[DATA SUPPLIED]
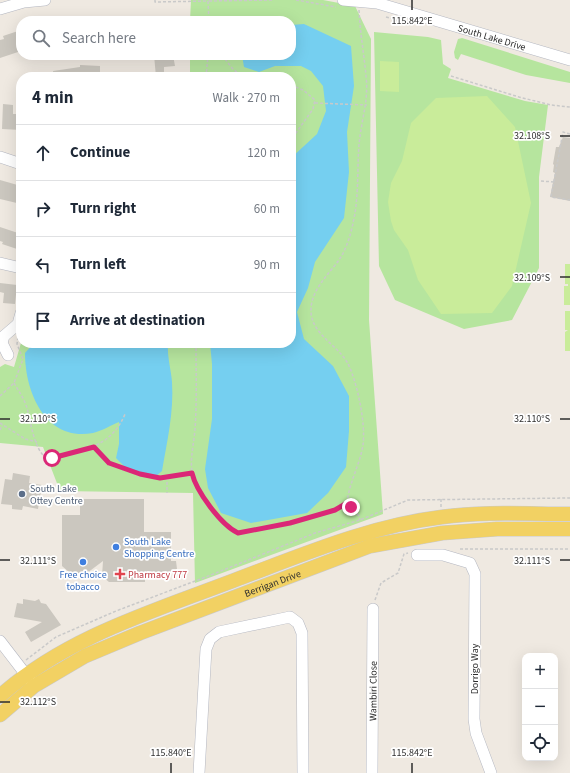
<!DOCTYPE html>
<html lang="en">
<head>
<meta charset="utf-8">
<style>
	body { margin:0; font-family:"Source Sans 3",sans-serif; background:#f6f6f7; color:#1f2937 }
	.controls { position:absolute; right:12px; bottom:12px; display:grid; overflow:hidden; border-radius:8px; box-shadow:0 4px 16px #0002 }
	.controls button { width:36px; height:36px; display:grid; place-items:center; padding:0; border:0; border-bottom:1px solid #e0e1e3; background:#fff; color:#1f2937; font:20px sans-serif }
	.stop { position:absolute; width:12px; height:12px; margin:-9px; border:3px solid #db2777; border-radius:50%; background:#fff }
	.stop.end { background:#db2777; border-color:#fff; box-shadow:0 1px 4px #0008 }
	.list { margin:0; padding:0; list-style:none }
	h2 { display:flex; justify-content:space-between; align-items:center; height:52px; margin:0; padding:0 16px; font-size:17px }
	h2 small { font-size:13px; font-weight:400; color:#747a83 }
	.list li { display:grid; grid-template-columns:26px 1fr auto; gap:12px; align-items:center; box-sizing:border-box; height:56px; padding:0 16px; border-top:1px solid #e0e1e3 }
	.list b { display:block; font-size:15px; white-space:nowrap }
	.list em { font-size:13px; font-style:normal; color:#747a83 }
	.icon { flex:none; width:22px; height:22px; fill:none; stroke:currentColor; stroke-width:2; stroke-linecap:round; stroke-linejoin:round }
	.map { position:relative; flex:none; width:570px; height:773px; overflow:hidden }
	.search { position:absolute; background:#fff; box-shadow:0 4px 16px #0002; left:16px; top:16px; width:280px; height:44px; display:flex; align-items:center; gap:10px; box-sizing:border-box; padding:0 14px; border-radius:16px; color:#747a83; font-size:15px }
	.panel { position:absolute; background:#fff; box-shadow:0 4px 16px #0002; left:16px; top:72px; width:280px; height:276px; border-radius:16px }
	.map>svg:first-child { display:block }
</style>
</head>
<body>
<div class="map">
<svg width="570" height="773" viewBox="0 0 570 773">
	<rect width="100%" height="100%" fill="#efe9e1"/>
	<g fill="#b6e59e">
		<path d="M191,0h132l32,6 16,33 -2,281 14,194 -188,69 -2,-90 -133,-2 -17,-44 -43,-4v-76l5,-3 9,3 7,-24h270v-266h-101v-22h101v-34h-101z"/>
		<path d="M374,32l54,5 13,3 2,24 8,5 -3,9 77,23 23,4 -9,72v91l-27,52 -48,9 -69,-29 -16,-34z"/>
		<path d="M462,38l108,34v11l-44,-8 -65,-21 -3,6 -3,-2 -1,-6 4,-13z"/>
	</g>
	<g fill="#c9ec9a">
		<path d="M380,61l19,1v30l-19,-1z"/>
		<path d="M487,96l28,31 16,76 -19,83 -20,27 -51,1 -23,-34 -10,-30 -14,-20 -3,-9 -3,-19 3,-19 11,-22 9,-38 25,-25z"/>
		<path d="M565,264h5v41h-6v-19h4v-2h-3z"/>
		<path d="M565,311h5v40h-5v-19l3,-2h-3z"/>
	</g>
	<g fill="#75cff0">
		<path d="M304,24l47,22 3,40 -7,46 2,40 -5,46 -29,44 -7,26 -11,24 7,27 29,27 16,30v35l-3,36 -18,26 -21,20 -56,10 -30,-10 -13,-25 -3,-19 7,-50v-55l-2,-21h81v-185l26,-24 9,-23 -3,-25 -12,-15 -10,-5h-26l-16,6 -15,-5 -2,-12h49v-30z"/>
		<path d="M34,343h134c-1,14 3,26 4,39 2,30 -5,60 -10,89l-7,6 -29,-9 -10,-10 3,-14v-22c-8,3 -17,9 -26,11 -47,9 -68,-40 -68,-80z"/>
	</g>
	<g fill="#cbc7bf">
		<path d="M21,30v21l-21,7v-18l4,-1 -1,-3z"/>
		<path d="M154,55h19l2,11 -11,1v10h-8z"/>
		<path d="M80,65l20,1v11h-46l-1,-6 27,-4z"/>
		<path d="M3,104l10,1v9h8v16l-19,-1z"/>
		<path d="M563,137l7,1v63l-20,-4 5,-24 -2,-1 1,-7 -1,-1 3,-17h3z"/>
		<path d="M0,180l21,6v18l-21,-5z"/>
		<path d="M0,227l21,7 -4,15 -15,-5 1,-2 -3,-1z"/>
		<path d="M0,283l17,2 -2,19 -12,-1 1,-10 -4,-1z"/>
		<path d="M13,473l17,3 -1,7 13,2 -4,24 -15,-3 -1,4 -10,-1v-4l-11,-1 4,-25 7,1z"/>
		<path d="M80,499h64v33h27v29h5l1,8 -17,10h-15v3h-36l-7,-6 1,-15 -16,12h-17l-8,-7v-51h18z"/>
		<path d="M23,599l12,2 4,-2 2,4 5,1 15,21 -30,17 -6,-10 17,-10 -28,-5 3,-14 6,1z"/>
	</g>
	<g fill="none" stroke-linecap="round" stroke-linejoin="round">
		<defs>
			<g id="minor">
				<path id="s1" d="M343,0l34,3 193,57"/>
				<path d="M0,9l24,-7 21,-2"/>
				<path d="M0,157l21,7"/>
				<path d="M0,263l21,5"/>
				<path d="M8,355l-6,-12 2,-7 14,-12 3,-11"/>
				<path d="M417,555h26l27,8 5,11 -1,145 2,14 15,40"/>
				<path d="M0,641l30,39"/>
				<path d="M199,773l7,-124 4,-10 9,-7 71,-15 8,6 4,10 1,140"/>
				<path id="s2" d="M372,773l1,-164"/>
			</g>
			<g id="major">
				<path d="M0,696c66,-59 154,-85 235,-116 67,-25 134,-54 207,-63 42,-6 86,-3 128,-3"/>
				<path id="s3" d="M0,715l34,-29 51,-30 55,-23 230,-87 72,-13 55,-4h73"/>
			</g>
		</defs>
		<use href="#minor" stroke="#b4b7c1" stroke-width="12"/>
		<use href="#major" stroke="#c9c9c9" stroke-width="15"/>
		<g stroke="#c9c9c9" stroke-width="1.5" stroke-dasharray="3 2" stroke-linecap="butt">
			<path d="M155,0v2l53,-1 1,20"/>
			<path d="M296,0l40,7"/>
			<path d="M209,1l64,-1"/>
			<path d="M386,17l15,4"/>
			<path d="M222,55l10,13 10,9"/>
			<path d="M451,76l68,21 32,8 19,2"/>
			<path d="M206,77l2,-22"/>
			<path d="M291,85l12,5 12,10 -2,9 -22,31"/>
			<path d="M315,103l52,2"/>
			<path d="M570,134l-7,-2 -12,65 19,3"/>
			<path d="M541,181l13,1"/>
			<path d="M196,343c0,29 1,58 -1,86 -1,14 -5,29 -3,43 2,17 34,60 51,61l47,-10 45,-13 12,-7 12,13 1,4"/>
			<path d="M14,383c4,7 9,14 12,22 5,14 7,46 22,54 31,-6 64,-12 77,-45"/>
			<path d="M0,396l14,-13 9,-24 -6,-15 1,-7"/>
			<path d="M0,423l25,16 12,3"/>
			<path d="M0,430l2,-5"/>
			<path d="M95,447c23,31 60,33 96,26"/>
			<path d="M167,477v16"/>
			<path d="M441,499v8"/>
			<path d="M347,503c2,-20 13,-39 16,-58 3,-21 -6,-65 -16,-83 -10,-17 -35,-28 -36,-50 -1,-21 17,-37 28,-52 7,-10 12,-26 14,-37 6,-25 4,-53 6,-78 2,-24 10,-45 7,-69 -2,-22 -6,-44 -7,-66"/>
			<path d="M460,549h110"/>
			<path d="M375,600l6,-17 17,-10 6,-19 4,-1"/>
			<path d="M26,660l30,-23 60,-26 95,-36 104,-42 45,-13 48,-20 162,-2"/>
		</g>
		<use href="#minor" stroke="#fff" stroke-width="11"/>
		<use href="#major" stroke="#f2d163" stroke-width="14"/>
	</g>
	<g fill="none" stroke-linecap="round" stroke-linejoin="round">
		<path stroke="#db2777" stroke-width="5" d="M52,458l42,-11 15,16 31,11 20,4 32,-5c4,18 29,52 46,60l52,-10 45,-13 12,-7 4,4"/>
	</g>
	<path fill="none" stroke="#2e2e2e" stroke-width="1.5" d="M412,0v10M560,136h10M560,277h10M0,419h10M560,419h10M0,560h10M560,560h10M0,702h10M171,763v10M412,763v10"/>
	<circle fill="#5c6f8a" stroke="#fff" stroke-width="1.5" cx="22" cy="494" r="4"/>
	<g fill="#3f7fe0" stroke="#fff" stroke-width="1.5">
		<circle cx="116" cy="547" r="4"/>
		<circle cx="83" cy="562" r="4"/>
	</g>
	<path fill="#e0444e" stroke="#fff" stroke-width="1.5" d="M118 568h4v4h4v4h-4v4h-4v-4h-4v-4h4z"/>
	<g text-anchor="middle" stroke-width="3.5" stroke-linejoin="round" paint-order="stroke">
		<g font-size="10" fill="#2e2e2e" stroke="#fff">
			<text dy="4" stroke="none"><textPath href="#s1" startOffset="154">South Lake Drive</textPath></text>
			<text dy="4" stroke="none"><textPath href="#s3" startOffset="305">Berrigan Drive</textPath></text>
			<text transform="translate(474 669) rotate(-90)" y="4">Dorrigo Way</text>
			<text dy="4" stroke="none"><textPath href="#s2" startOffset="82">Wambiri Close</textPath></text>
		</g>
		<g font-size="10" fill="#4e5e75" stroke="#fff" text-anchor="start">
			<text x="30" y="492">South Lake<tspan x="30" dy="12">Ottey Centre</tspan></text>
		</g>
		<g font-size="10" fill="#366cbe" stroke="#fff" text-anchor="start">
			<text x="124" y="545">South Lake<tspan x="124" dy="12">Shopping Centre</tspan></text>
			<text x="83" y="578" text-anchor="middle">Free choice<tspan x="83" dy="12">tobacco</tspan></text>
		</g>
		<g font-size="10" fill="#be3a42" stroke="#fff" text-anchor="start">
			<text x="128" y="578">Pharmacy 777</text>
		</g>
	</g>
	<g font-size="10" text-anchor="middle" fill="#2e2e2e" stroke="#fff" stroke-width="3.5" stroke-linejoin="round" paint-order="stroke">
		<text x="412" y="24">115.842°E</text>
		<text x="532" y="139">32.108°S</text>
		<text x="532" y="281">32.109°S</text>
		<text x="38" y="422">32.110°S</text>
		<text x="532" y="422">32.110°S</text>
		<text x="38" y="564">32.111°S</text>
		<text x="532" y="564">32.111°S</text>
		<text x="38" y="705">32.112°S</text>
		<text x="171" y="756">115.840°E</text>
		<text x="412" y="756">115.842°E</text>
	</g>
</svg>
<div class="controls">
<button>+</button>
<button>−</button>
<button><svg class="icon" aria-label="locate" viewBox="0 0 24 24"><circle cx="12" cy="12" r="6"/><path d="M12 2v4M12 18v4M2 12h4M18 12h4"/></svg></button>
</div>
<div class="stop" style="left:52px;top:458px"></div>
<div class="stop end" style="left:351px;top:507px"></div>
<div class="search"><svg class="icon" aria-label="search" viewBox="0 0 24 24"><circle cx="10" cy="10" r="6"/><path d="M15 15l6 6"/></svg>Search here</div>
<section class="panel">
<h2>4 min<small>Walk · 270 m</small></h2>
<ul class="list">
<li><svg class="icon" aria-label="ahead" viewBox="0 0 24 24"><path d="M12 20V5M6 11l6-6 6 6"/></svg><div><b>Continue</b></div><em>120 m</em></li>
<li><svg class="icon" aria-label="right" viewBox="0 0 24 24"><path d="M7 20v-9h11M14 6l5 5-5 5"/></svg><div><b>Turn right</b></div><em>60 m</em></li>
<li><svg class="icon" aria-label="left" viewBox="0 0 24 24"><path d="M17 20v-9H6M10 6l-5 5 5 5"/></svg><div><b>Turn left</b></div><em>90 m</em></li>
<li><svg class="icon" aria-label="arrive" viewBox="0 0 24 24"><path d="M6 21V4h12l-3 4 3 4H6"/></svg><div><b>Arrive at destination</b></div></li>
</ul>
</section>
</div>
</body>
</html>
[/DATA SUPPLIED]
-- WHAT IS REQUIRED --
Repeat the entries above verbatim, but only from the line that has "display:flex; justify-content:space-between; align-items:center;" down to the line that has "flex:none; width:22px; height:22px;", inclusive.

-- RESPONSE TO THE EXERCISE --
	h2 { display:flex; justify-content:space-between; align-items:center; height:52px; margin:0; padding:0 16px; font-size:17px }
	h2 small { font-size:13px; font-weight:400; color:#747a83 }
	.list li { display:grid; grid-template-columns:26px 1fr auto; gap:12px; align-items:center; box-sizing:border-box; height:56px; padding:0 16px; border-top:1px solid #e0e1e3 }
	.list b { display:block; font-size:15px; white-space:nowrap }
	.list em { font-size:13px; font-style:normal; color:#747a83 }
	.icon { flex:none; width:22px; height:22px; fill:none; stroke:currentColor; stroke-width:2; stroke-linecap:round; stroke-linejoin:round }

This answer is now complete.